Thursday, August 16, 2012

Quantum behavior vs. the Cellular Automaton determinism




In the article " ’t Hooft on Cellular Automata and String Theory (http://www.math.columbia.edu/~woit/wordpress/?p=5022)",  it wrote, "Gerard ’t Hooft in recent years has been pursuing some idiosyncratic ideas about quantum mechanics; ...
His latest version is last month’s Discreteness and Determinism in Superstrings, which starts with cellular automata in 1+1 dimensions and somehow gets a quantized superstring out of it.  
Personally, I find it difficult to get at all interested in this.  ...
Looking at the results he has, there’s very little of modern physics there, including pretty much none of the standard model (which ’t Hooft himself had a crucial role in developing).  ...
Basing everything on cellular automata seems to me extremely unpromising: you’re throwing out deep and powerful structures for something very simple and easy to understand, but with little inherent explanatory power. That’s my take on this, ..."

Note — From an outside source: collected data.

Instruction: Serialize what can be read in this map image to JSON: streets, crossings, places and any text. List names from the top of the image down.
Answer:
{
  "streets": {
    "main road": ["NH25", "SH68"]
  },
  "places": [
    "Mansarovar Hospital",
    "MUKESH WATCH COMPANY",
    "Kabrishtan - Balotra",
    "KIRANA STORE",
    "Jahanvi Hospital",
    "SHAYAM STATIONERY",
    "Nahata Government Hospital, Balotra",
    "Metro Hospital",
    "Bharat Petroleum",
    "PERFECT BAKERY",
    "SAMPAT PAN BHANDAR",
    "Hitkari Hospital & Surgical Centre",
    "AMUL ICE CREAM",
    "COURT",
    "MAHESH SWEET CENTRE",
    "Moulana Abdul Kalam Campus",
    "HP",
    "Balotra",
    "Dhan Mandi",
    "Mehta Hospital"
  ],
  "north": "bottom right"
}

Seemingly, the key objection of the author is his belief that the quantum behavior is not compatible with the Cellular Automata determinism while the fact that ’t Hooft’s inability to make contact with the known physics (mainly the Standard Model) played only a small part in forming his opinion.

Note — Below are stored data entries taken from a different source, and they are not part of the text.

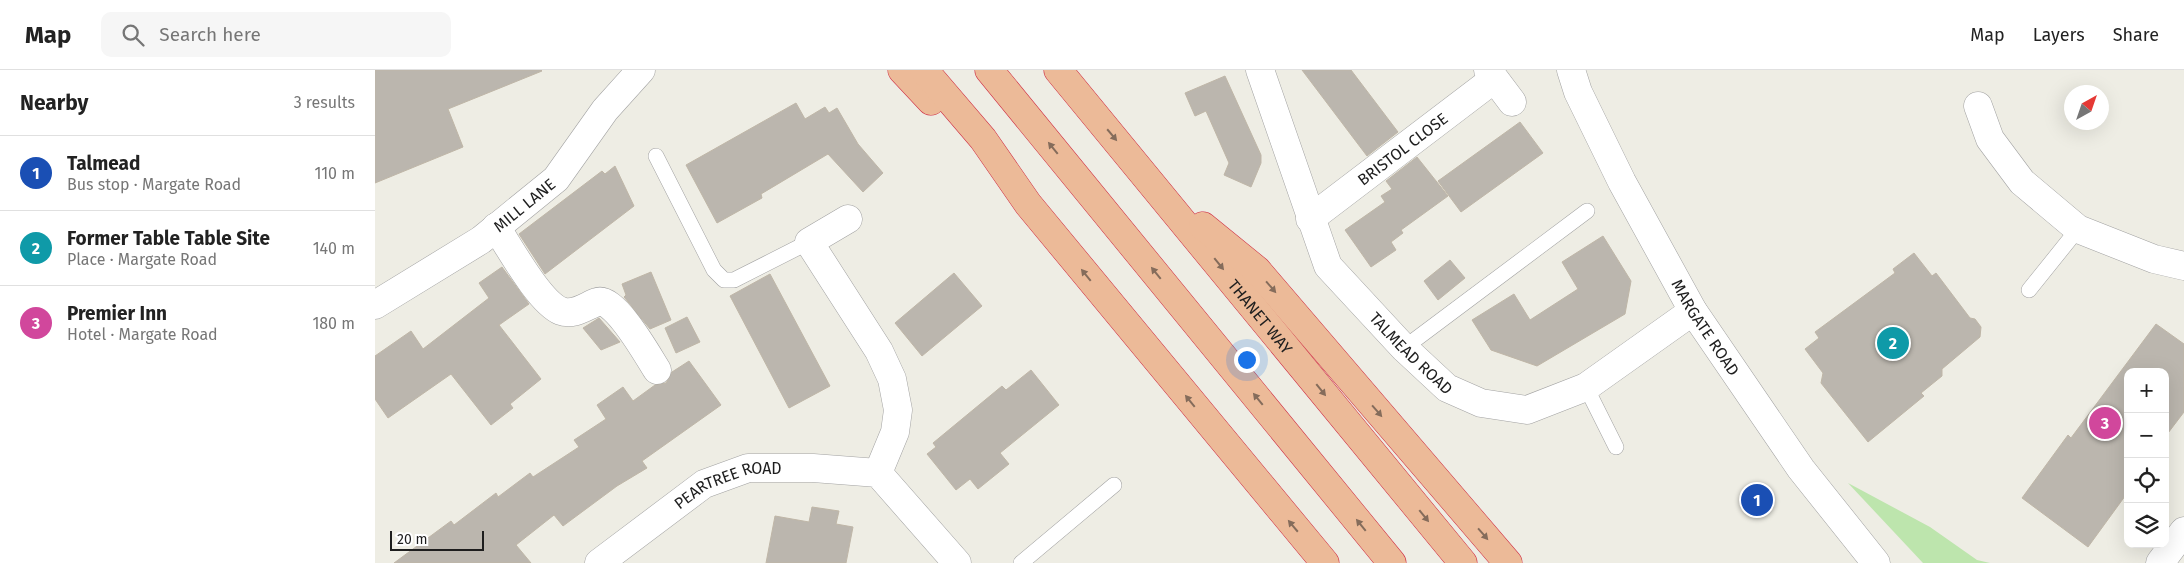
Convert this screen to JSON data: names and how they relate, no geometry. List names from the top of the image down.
{
  "streets": {
    "highway": ["THANET WAY"],
    "street": [
      "BRISTOL CLOSE",
      "MILL LANE",
      "MARGATE ROAD",
      "TALMEAD ROAD",
      "PEARTREE ROAD"
    ]
  },
  "crossings": [
    ["BRISTOL CLOSE", "TALMEAD ROAD"],
    ["MARGATE ROAD", "TALMEAD ROAD"]
  ],
  "scale_bar": "20 m",
  "north": "top right",
  "page": {
    "header": "Map",
    "search": "Search here",
    "nav": ["Map", "Layers", "Share"],
    "heading": ["Nearby", "3 results"],
    "list": [
      {
        "mark": "1",
        "name": "Talmead",
        "note": "Bus stop · Margate Road",
        "value": "110 m"
      },
      {
        "mark": "2",
        "name": "Former Table Table Site",
        "note": "Place · Margate Road",
        "value": "140 m"
      },
      {
        "mark": "3",
        "name": "Premier Inn",
        "note": "Hotel · Margate Road",
        "value": "180 m"
      }
    ],
    "pins": ["2", "3", "1"],
    "map_buttons": ["+", "−"],
    "scale": "20 m"
  }
}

In fact, many attributes of any quantum particle are following exact determinism. Regardless of the complexity of the proton’s internal structure (with zillions gluons, quarks and anti-quarks dancing randomly), the final outcome cannot go beyond the simple (u, u, d). With all those great quantum mystic power, no proton can acquire a different mass or different electric charge or spin. With all those great mystic quantum dancing powers, the determinism is the Supreme boss. There are exactly three quark colors, not three + uncertainty. There are exactly three generations, not three + uncertainty. The quantum mystic dancing power is just a small child of the Supreme Daddy of determinism.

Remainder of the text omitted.